OBJECTIVE: The purpose of this study was to understand mouse osteoblast ferroptosis under high fluoride environment by stimulating fluoride levels to corresponding levels. In order to define the underlying mechanism of fluoride resistance in mammals and provide a theoretical basis for fluorosis treatment, high-throughput sequencing was applied to map the genetic changes of fluoride-resistant mouse osteoblasts and analyze the role of ferroptosis-related genes. METHODS: Cell Counting Kit-8, Reactive Oxygen Species Assay Kit and C11 BODIPY 581/591 were used to monitor proliferation and ferroptosis of mouse osteoblasts MC3T3-E1 under high fluoride environment. Fluoride-tolerant MC3T3-E1 cells were developed by gradient fluoride exposure. The differentially expressed genes of fluorine-resistant MC3T3-E1 cells were identified by high-throughput sequencing. RESULTS: MC3T3-E1 cells cultured in medium containing 20, 30, 60, 90 ppm F- exhibited decreased viability and increased reactive oxygen species and lipid peroxidation levels in correlation with F- concentrations. High-throughput RNA sequencing identified 2702 differentially expressed genes (DEGs) showed more than 2-fold difference in 30 ppm FR MC3T3-E1 cells, of which 17 DEGs were associated with ferroptosis. CONCLUSION: High fluoride environment affected the content of lipid peroxides in the body and increased the level of ferroptosis, further, ferroptosis-related genes played specific roles in the fluoride resistance of mouse osteoblasts.

Prospects for the Role of Ferroptosis in Fluorosis.

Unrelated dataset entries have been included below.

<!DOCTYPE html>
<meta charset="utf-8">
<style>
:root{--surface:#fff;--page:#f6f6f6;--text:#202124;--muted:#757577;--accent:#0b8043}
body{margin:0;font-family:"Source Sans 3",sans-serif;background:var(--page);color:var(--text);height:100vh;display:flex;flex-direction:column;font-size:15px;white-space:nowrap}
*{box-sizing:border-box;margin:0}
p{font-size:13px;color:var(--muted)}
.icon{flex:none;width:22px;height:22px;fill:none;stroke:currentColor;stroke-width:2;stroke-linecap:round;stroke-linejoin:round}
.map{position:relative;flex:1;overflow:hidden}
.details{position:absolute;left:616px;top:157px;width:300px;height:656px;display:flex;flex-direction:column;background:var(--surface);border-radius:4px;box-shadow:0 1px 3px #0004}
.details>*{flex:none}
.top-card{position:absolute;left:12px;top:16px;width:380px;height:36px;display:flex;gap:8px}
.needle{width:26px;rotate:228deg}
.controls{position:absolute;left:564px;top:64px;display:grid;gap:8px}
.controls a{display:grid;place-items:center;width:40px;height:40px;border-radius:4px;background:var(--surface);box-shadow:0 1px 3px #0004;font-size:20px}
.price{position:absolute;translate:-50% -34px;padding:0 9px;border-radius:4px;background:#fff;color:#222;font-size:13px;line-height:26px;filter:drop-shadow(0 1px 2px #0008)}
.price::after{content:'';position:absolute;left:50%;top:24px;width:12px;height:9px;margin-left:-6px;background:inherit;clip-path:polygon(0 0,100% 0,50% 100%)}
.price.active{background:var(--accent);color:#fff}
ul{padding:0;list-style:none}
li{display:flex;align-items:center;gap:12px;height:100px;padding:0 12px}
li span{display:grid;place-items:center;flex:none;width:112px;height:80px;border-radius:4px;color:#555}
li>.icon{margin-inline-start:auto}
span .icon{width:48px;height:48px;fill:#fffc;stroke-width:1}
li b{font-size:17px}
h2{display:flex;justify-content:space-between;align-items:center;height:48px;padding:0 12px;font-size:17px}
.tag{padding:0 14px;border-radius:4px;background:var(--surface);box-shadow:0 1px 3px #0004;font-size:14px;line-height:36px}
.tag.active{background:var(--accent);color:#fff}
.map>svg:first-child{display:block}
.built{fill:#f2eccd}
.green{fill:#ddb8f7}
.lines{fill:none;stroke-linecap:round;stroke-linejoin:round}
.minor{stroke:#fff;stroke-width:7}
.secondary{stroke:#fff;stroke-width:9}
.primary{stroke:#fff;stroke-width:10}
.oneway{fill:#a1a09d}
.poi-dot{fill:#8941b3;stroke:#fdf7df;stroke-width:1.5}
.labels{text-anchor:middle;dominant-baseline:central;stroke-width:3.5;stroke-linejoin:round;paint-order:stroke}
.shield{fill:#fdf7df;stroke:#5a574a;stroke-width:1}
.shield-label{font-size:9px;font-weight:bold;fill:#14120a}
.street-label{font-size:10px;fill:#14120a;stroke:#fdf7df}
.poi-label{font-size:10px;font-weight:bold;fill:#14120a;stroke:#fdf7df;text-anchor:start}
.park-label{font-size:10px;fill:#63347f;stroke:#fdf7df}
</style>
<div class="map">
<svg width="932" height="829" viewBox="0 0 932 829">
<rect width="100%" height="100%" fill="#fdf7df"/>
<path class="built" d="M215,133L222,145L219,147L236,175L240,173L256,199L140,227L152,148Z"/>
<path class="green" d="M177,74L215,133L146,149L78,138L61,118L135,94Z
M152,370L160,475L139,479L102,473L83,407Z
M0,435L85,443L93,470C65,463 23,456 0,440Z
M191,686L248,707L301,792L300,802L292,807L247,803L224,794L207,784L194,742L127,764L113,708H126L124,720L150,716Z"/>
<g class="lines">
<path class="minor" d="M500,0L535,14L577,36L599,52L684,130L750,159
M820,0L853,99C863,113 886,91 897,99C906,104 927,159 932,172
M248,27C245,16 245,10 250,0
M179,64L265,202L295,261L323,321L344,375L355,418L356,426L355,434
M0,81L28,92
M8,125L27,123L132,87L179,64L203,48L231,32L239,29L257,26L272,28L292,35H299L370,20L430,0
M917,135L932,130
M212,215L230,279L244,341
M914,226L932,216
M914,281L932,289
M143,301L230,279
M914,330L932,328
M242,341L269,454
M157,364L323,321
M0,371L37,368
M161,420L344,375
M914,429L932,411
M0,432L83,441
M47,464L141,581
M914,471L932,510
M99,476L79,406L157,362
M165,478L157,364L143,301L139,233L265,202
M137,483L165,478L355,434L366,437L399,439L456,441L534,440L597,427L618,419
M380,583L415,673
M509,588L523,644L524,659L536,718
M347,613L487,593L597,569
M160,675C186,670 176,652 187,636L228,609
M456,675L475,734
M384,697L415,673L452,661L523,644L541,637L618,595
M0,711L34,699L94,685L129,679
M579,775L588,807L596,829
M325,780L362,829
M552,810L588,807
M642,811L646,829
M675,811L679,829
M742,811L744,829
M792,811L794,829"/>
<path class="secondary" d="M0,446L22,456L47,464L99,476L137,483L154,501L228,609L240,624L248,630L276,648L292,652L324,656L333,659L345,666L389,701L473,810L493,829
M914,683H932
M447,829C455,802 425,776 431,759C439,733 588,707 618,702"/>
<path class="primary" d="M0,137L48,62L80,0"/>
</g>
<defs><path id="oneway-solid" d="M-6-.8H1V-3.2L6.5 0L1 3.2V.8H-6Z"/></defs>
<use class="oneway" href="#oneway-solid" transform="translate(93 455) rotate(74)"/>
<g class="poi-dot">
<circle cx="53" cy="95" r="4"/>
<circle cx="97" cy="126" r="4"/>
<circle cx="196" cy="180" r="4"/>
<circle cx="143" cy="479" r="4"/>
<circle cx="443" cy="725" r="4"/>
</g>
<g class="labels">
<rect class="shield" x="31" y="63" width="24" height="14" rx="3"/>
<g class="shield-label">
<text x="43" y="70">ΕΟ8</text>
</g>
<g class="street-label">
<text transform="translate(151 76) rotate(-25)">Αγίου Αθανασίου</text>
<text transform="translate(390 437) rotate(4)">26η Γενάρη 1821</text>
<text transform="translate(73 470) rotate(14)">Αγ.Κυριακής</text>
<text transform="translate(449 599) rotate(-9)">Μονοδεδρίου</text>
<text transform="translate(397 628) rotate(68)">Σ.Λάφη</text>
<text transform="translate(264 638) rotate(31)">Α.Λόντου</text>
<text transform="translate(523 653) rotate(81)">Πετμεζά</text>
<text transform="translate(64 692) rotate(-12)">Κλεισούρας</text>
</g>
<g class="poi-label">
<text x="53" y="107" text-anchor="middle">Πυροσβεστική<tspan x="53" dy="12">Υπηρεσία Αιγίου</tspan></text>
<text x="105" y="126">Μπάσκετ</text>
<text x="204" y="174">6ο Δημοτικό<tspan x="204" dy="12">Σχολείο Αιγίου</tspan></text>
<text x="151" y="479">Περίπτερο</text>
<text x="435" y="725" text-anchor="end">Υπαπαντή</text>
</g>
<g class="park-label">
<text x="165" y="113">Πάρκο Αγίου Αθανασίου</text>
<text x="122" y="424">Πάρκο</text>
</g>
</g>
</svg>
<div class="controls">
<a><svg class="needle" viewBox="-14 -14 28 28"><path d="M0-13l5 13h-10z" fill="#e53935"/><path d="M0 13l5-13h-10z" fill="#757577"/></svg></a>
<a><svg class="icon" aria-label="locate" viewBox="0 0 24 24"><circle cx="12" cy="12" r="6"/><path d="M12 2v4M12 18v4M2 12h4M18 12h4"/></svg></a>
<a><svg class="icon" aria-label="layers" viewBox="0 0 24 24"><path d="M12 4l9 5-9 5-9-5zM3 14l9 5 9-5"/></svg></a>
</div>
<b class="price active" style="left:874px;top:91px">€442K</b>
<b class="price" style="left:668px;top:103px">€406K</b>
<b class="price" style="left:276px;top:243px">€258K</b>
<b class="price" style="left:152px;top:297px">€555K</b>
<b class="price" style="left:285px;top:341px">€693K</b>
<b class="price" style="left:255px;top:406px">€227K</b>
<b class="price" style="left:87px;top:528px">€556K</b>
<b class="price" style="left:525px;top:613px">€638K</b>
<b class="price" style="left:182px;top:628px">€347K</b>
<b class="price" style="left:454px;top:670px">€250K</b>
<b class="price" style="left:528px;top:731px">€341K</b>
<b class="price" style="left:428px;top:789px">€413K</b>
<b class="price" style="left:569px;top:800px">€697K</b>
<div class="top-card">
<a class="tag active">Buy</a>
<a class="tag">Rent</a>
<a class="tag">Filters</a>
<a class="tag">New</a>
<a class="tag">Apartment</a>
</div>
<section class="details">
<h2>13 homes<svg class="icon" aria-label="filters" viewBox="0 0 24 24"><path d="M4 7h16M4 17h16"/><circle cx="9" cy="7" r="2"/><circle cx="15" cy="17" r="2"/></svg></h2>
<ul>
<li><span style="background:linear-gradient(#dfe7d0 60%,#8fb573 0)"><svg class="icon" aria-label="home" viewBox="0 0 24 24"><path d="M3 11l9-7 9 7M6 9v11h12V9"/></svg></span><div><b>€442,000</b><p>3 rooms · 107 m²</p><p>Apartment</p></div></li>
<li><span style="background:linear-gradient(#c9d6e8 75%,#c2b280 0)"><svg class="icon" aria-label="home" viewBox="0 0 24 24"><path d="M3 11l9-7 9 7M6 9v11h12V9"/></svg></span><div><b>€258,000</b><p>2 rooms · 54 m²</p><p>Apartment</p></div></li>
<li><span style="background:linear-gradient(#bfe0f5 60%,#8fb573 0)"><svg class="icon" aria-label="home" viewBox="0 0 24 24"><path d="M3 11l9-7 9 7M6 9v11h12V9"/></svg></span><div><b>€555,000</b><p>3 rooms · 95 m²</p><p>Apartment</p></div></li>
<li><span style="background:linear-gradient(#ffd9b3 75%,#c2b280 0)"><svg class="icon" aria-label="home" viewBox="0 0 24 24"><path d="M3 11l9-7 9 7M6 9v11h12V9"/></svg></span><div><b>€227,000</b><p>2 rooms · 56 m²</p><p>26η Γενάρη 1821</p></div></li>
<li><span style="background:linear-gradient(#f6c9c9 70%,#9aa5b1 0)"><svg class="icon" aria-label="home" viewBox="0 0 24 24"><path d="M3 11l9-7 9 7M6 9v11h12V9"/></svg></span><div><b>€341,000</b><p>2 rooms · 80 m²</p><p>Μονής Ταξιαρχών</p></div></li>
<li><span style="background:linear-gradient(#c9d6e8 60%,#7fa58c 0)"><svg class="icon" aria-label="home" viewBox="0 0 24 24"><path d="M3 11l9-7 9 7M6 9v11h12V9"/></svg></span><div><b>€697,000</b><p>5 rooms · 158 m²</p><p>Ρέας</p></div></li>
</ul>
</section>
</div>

As a strong oxidant, fluorine can induce oxidative stress resulting in cellular damage. Ferroptosis is an iron-dependent type of cell death caused by unrestricted lipid peroxidation (LPO) and subsequent plasma membrane rupture. This article indicated a relationship between fluorosis and ferroptosis. Evidence of the depletion of glutathione (GSH) and increased oxidized GSH can be found in a variety of organisms in high fluorine environments. Studies have shown that high fluoride levels can reduce the antioxidant capacity of antioxidant enzymes, while increasing the contents of reactive oxygen species (ROS) and malondialdehyde (MDA), resulting in oxidative stress and fluoride-induced oxidative stress, which are related to iron metabolism disorders. Excessive fluorine causes insufficient GSH, glutathione peroxidase (GSH-Px) inhibition, and oxidative stress, resulting in ferroptosis, which may play an important role in the occurrence and development of fluorosis.